Code Review

Reviewed by M. Frere 3/29/17

JB: All changes have been accepted and implemented except where noted

General notes:

Documentation is not included in the codebase. If there’s a wiki page, it should be linked in some README file, but still, it wouldn’t work without satellite at SPS.

Quite a bit of hardcode. It’s understandable given the nature of the project. The scripts are not likely to change much, and some won’t be reused. Furthermore, adjusting the current behavior would be tedious for very little value.

Unit tests are present. They take about ⅓ of the total code base for a decent coverage

Not familiar with the different xml/other file structures so it’s hard to tell if anything is wrong with the import procedures. Code-wise they look clean and a few people tested the code already. It’s probably safe to assume this part is fine.

Maintenance should be fairly easy. Overall the code is clean and readable and the project isn’t huge. We could use a few more docstrings/comments even though function and variable names are often self explanatory.

All in all, the code looks good, and none of the items/fixes mentioned below are absolutely necessary for a successful project.

python/MongoDB.py

Pyflakes output: MongoDB.py:20: ‘icecube.gcdserver.Calibration as C’ imported but unused

Line 110 -> 135 Consider using ensure_index instead of create_index if the script can be run more than once

Line 118 The compound index on line 119 makes the index declaration at line 118 redundant (since the first field is the same)

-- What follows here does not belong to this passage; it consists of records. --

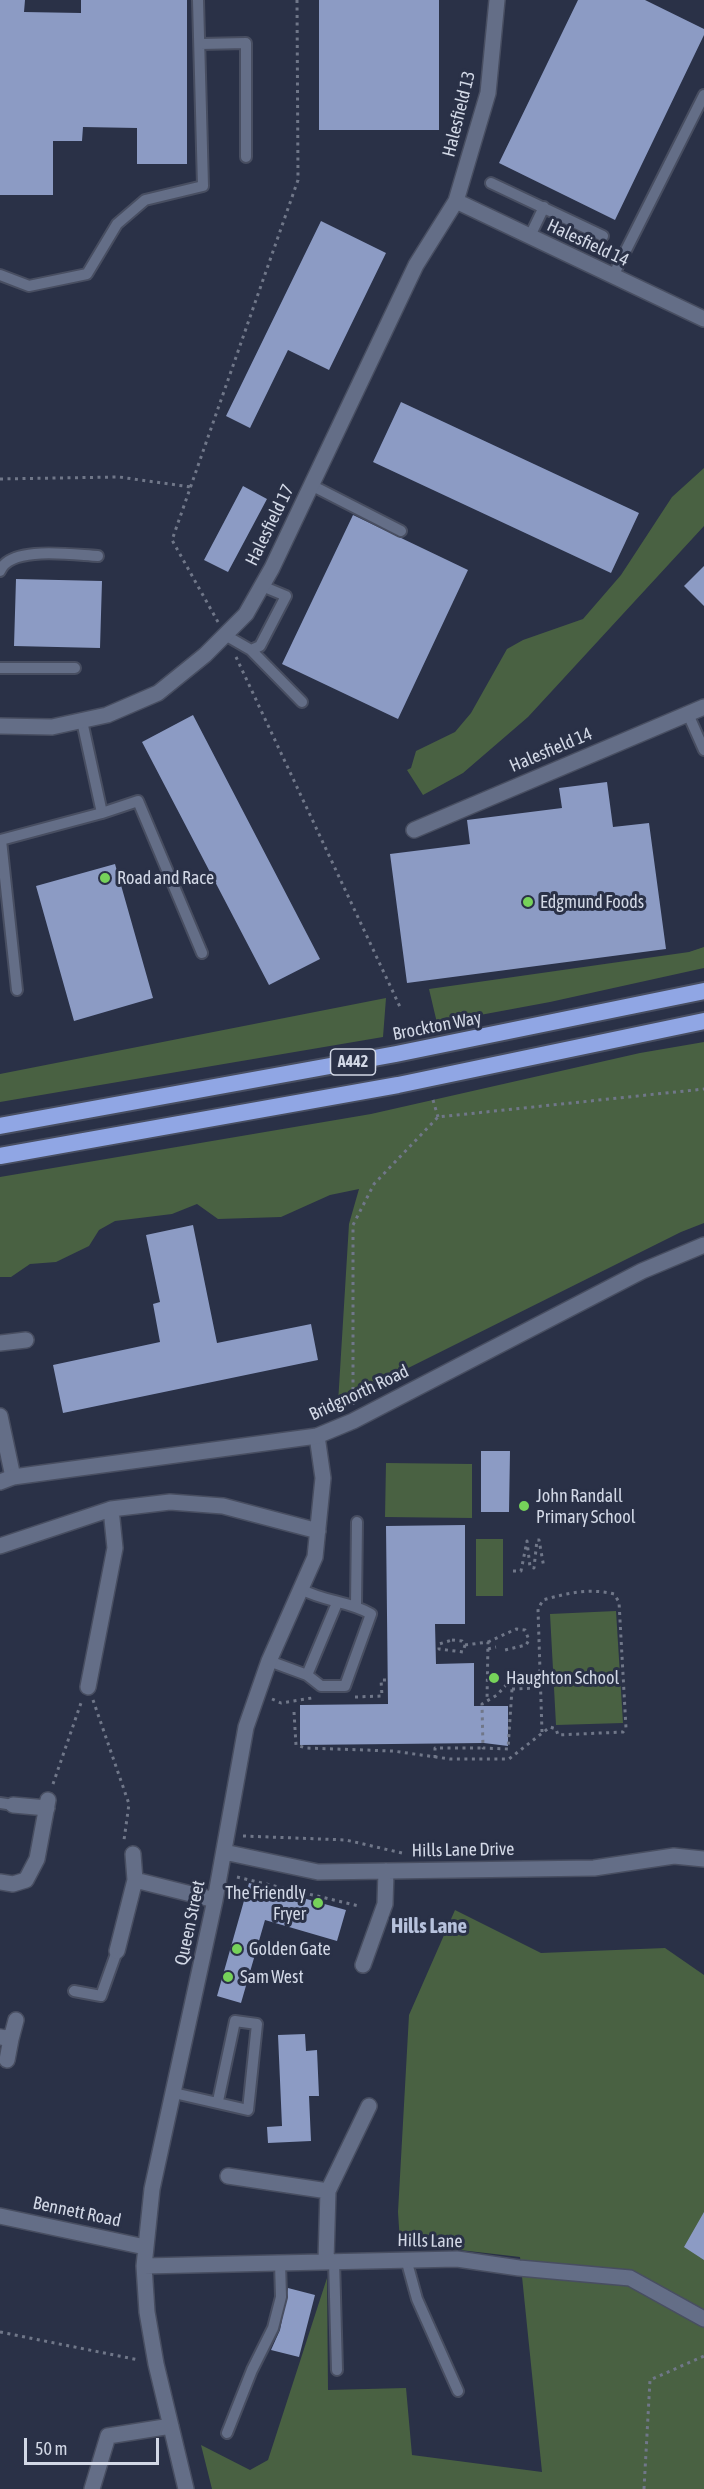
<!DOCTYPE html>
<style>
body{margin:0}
#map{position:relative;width:704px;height:2489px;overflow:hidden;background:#2a3147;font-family:"Asap Condensed",sans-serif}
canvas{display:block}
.scale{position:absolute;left:24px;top:2438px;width:135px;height:27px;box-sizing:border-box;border:3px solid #d2d8e6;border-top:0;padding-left:8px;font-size:18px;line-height:21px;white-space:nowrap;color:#d2d8e6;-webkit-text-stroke:4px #2a3147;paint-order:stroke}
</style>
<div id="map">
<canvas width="704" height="2489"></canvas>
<div class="scale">50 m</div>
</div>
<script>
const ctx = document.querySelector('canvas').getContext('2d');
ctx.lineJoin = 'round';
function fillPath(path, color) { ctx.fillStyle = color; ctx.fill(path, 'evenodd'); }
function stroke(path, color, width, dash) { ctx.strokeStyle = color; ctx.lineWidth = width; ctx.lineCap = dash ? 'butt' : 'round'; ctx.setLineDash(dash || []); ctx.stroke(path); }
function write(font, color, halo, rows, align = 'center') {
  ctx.font = font + ' "Asap Condensed",sans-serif'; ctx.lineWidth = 6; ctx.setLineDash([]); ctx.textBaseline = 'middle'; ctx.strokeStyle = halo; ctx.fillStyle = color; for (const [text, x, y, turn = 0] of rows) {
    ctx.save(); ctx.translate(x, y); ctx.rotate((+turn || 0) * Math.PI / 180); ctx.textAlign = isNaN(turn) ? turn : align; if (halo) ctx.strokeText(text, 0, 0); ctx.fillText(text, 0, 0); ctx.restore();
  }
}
fillPath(new Path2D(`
 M704,468V526L528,717L463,773L423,795L407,770L411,768L416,751L455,732L471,713L507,649L523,640L583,619L621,575L672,497Z
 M704,947V968L550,1002L437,1023L429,989L689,952Z
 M386,998L383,1037L0,1102V1074Z
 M704,1042V1223L681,1232L338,1403L349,1224L359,1189L330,1195L281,1217L218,1219L197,1204L172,1214L115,1221L99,1230L89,1246L56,1262L30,1264L11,1277H0V1177L371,1114L640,1053Z
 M386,1463L472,1464V1518L385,1517Z
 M476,1539H503V1596H476Z
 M616,1611L623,1723L556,1725L550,1614Z
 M455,1910L541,1953L665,1948L704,1975V2489H212L201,2445L250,2470L268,2460L327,2278L328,2390L406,2388L412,2455L542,2472L520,2257L400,2243L398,2212L409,2015Z`), '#496142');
fillPath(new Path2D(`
 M0,0H25L24,12L81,13V0H187V164H137V128L83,127L82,141H53V195H0Z
 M319,0H439V130H319Z
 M578,0H645L704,29V35L615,220L499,163Z
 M321,221L386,253L329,370L288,350L250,428L226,416Z
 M401,402L639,513L611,573L373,462Z
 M243,486L267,499L228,572L204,560Z
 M353,515L468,570L398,719L282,664Z
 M704,566V606L684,586Z
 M16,579L102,581L100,648L14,646Z
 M193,715L320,959L269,985L142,742Z
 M607,782L613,827L649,823L666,949L407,983L390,854L470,844L467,820L562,808L559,788Z
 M115,864L153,998L74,1021L36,886Z
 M193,1225L217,1343L311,1324L318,1360L63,1413L53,1365L160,1342L153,1304L160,1302L146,1235Z
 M481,1451H510L509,1512H481Z
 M465,1525V1624H435L436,1664L474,1663V1706H508V1746L484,1743L300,1745V1705L388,1704L386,1526Z
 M249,1883L346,1910L337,1941L265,1920L241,2003L217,1996Z
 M305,2034L306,2051L317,2050L319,2096H309L311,2141L268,2143L267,2127L282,2126L278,2035Z
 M704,2212V2260L684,2247Z
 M288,2288L315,2295L299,2357L271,2350L280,2330Z`), '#8c9bc4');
const service = new Path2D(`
 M200,44L246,43V157
 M491,183L603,236
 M530,236L544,207
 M0,275L29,286L87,274L117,224L145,200L203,186L198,0
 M613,276L704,95
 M311,485L401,531
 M0,571C10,545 74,555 98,556
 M225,635L251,650L302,702
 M251,650L260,646L286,596L262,586
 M0,668H75
 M688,714L704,750
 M102,813L138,801L202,953
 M17,990L1,840L102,813L82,721
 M301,1589C324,1602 350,1601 371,1614L345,1686H321L307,1675L337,1603
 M356,1605L357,1522
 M269,1661L307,1675
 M0,1803L13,1805
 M74,1991L101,1996L117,1951
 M174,2093L248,2110L257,2024L235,2021L218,2101
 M406,2259L417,2299L458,2391
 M334,2260L337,2370
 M227,2433L252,2370L273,2328L281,2297L280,2262`);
const minor = new Path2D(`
 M456,201L704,319
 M0,726L52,727L107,715L158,693L205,655L246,614L272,568L416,265L456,201L488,93L497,0
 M414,830L704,707
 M0,1343L26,1340
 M0,1416L13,1477
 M0,1546L111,1509L170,1502L223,1506L318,1531
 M88,1687L115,1548L111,1509
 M13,1805L47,1808
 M224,1852L318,1872L594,1868L674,1856L704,1859
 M135,1880L215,1900
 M0,1882L13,1884L26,1880L37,1859L48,1800
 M117,1951L135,1880L133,1854
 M363,1965L385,1904L386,1871
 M0,2037L11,2039L7,2060
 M11,2039L16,2020
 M228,2176L328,2191
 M0,2216L145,2247
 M326,2260L328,2191L369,2106
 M144,2266L457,2259L519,2268L630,2278L704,2319
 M92,2489L108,2436L171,2426
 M186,2489L156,2364L147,2312L144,2266L152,2189L215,1900L246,1727L269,1661L315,1557L323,1478L317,1436`);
const tertiary = new Path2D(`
 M0,1482L13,1477L317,1436L353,1421L642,1271L704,1245`);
const trunk = new Path2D(`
 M0,1126L396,1054L704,991
 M0,1156L398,1085L704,1021`);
stroke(service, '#484e61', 14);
stroke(minor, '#484e61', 18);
stroke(tertiary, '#484e61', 18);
stroke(trunk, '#484e61', 20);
stroke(new Path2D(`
 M0,479L119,477L191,487
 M218,622L172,540L298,180L297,0
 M236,657L401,1009
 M433,1100L438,1117
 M353,1405V1225L374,1184L438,1117L704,1089
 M513,1571H521L527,1541L530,1567L534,1568L537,1540H539L544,1568
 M452,1640L462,1641L465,1645L463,1652L439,1649V1644Z
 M488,1642L516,1629L525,1630L529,1640L526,1645L505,1650
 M465,1645L488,1642L487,1701
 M488,1649L496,1647
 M508,1683L512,1689L508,1749L483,1748L482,1704L497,1695Z
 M512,1689L540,1688
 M355,1697L382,1696L381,1680H387
 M272,1699L281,1703L312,1698
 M93,1700L129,1804L124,1840
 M294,1712L296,1745L306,1748L393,1751L450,1759H509L550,1727L556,1729L558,1735L623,1732L626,1728L619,1602L614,1594C590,1588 567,1593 543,1600L538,1609L542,1732
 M435,1758V1748H483
 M53,1784L82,1700
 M243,1836L346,1840L402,1853
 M237,1877L359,1906
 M0,2332L139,2360
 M644,2489L650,2380L704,2356`), '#707789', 3, [3, 4.5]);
stroke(service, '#646e87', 10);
stroke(minor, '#646e87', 15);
stroke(tertiary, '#646e87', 15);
stroke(trunk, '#90a6e4', 16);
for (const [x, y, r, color] of [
 [105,878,6,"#76d25a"],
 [528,902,6,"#76d25a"],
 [524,1506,6,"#76d25a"],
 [494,1678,6,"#76d25a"],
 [318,1903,6,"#76d25a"],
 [237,1949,6,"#76d25a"],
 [228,1977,6,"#76d25a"]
]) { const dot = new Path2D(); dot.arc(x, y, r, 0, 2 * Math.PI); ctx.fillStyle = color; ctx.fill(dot); stroke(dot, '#2a3147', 2); }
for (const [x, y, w] of [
 [353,1062,45]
]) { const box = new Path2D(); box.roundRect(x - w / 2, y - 13, w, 26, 4.5); ctx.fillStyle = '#2a3147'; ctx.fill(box); stroke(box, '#d2d8e6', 1.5); }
write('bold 16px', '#d2d8e6', null, [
 ["A442",353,1062]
]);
write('18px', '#d2d8e6', '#2a3147', [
 ["Halesfield 13",459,114,-76],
 ["Halesfield 14",588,243,25],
 ["Halesfield 17",270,525,-64],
 ["Halesfield 14",551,750,-23],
 ["Brockton Way",437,1026,-11],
 ["Bridgnorth Road",359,1393,-25],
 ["Hills Lane Drive",463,1850,-1],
 ["Queen Street",190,1923,-78],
 ["Bennett Road",77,2212,12],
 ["Hills Lane",430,2241,1]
]);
write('18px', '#d2d8e6', '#2a3147', [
 ["Road and Race",117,878],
 ["Edgmund Foods",540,902],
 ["John Randall",536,1496],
 ["Primary School",536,1517],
 ["Haughton School",506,1678],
 ["The Friendly",306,1893,"right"],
 ["Fryer",306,1914,"right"],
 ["Golden Gate",249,1949],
 ["Sam West",240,1977]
], 'left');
write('bold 21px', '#b7c2dd', '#2a3147', [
 ["Hills Lane",429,1926]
]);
</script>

Line 368 Consider adding a docstring to getUniqueDocumentMap

Line 387, 406, 443, … (seen multiple times including in other files) Could use super() when overriding, instead of re-referencing the parent class Example with python 2.x notation: super(ChildClass, self).some_method()

Other notes: Additional compound indexes may provide better performance. Right now, index intersection should prevent major slowness already when using multi-field queries. It’s still worth keeping in mind for future improvements (it’s best to optimize after building an exhaustive list of potential find() query types, and only worth if perf impact is significant)

Aggregation: It would be interesting to know whether sorting after the match stage brings any perf improvements (particularly on large datasets). Pretty cheap to try out.

JB: This should bring no improvement. The sort should be a no-op since it is supported by an index

python/I3Live.py

Pyflakes output: I3Live.py:7: ‘datetime.timedelta’ imported but unused I3Live.py:7: ‘datetime.datetime’ imported but unused

Line 49 -> 53 Fractional start/stop isn’t 0 when precise time isn’t provided by daq (it just doesn’t have 10th of ns precision). Also, precise_start_available only applies for the run start time. If using one at all, the other one (precise_stop_available) should probably be used as well.

Line 58 Not sure if this can cause a problem downstream but stopTime will be NULL if run is in progress.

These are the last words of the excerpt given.